Fiscal do meu lazer
Há quem se atribua a função de fiscalizar o lazer dos outros, como se o viver tivesse que obedecer a um protocolo de autenticidade
“Por que tu não curtes o momento em vez de ficar filmando?” — disse um amigo, com o olhar de fiscal de um pai que impede o filho de pegar doces na geladeira. Guardei a frase como quem guarda uma concha no bolso: cheia de areia molhada, mas difícil de largar.
Gosto de filmar. Filmo a mim, filmo a minha família, filmo os instantes que, se não registrados, parecem dissolver-se nos escombros do esquecimento. Talvez seja compulsão, talvez seja apenas desconfiança na memória, mas, se não eternizar aquele momento numa filmagem, daqui a cinco, sete, dez anos, já terá apagado rostos, gestos, trejeitos, lugares, sensações, centelhas de pequenas felicidades.
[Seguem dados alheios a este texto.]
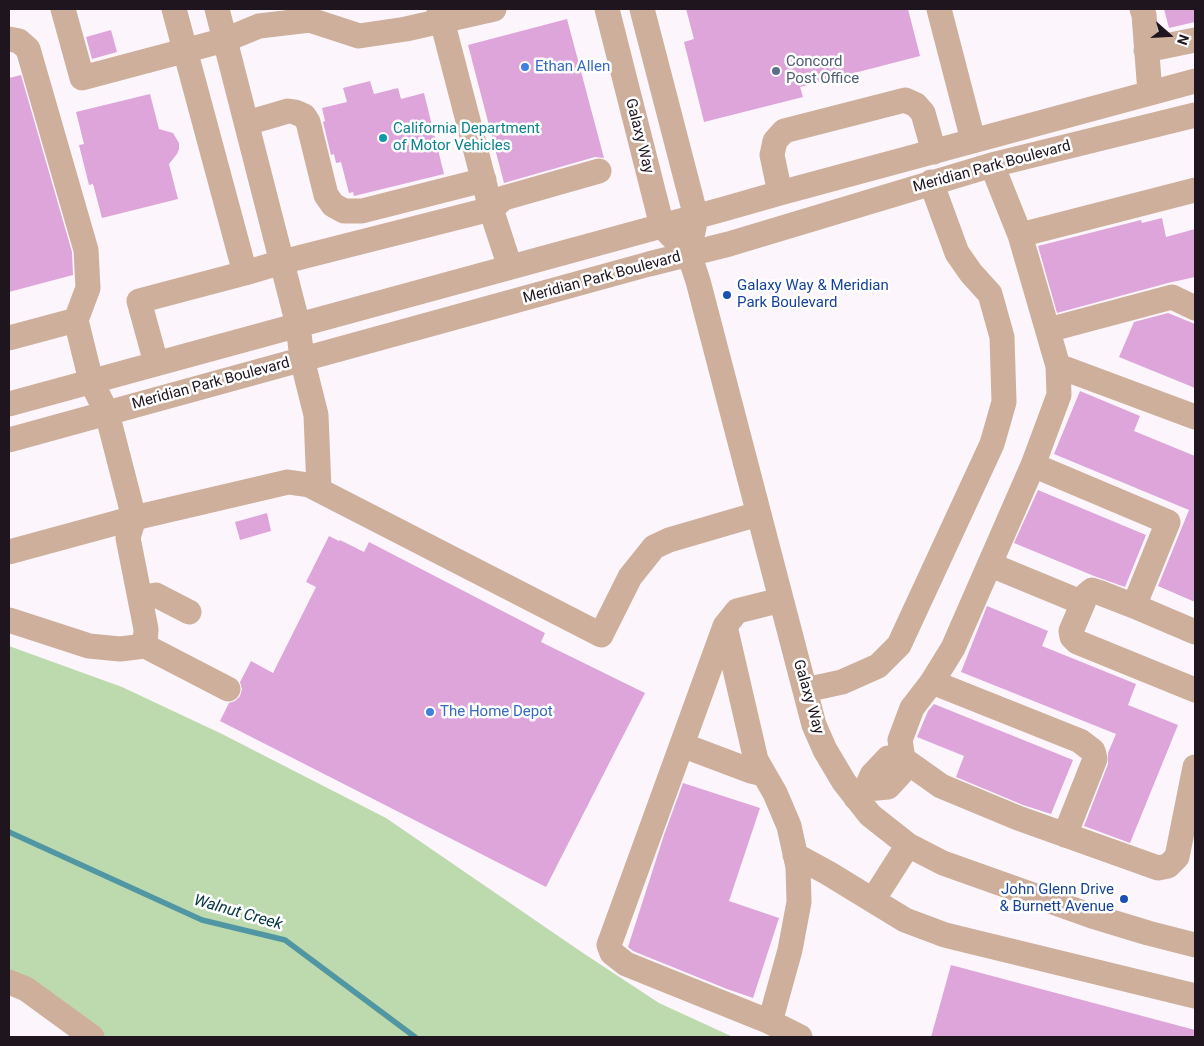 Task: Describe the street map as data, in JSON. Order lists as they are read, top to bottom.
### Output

Ao rever um vídeo antigo, sinto a ressurreição da harmonia dos farelos de um biscoito de polvilho espatifado no chão. Quando, mais tarde, outro amigo repetiu a mesma indagação, comecei a rascunhar justificativas, quase como um advogado de mim mesmo. Calculei o tempo: um show, um pedal, um rolê de duas horas, e eu filmando dez, quinze, vinte minutos. Dezesseis por cento do todo. O resto? Ainda assim, percebo a vigilância alheia: há quem se atribua a função de fiscalizar o lazer dos outros, como se o viver tivesse que obedecer a um protocolo de autenticidade.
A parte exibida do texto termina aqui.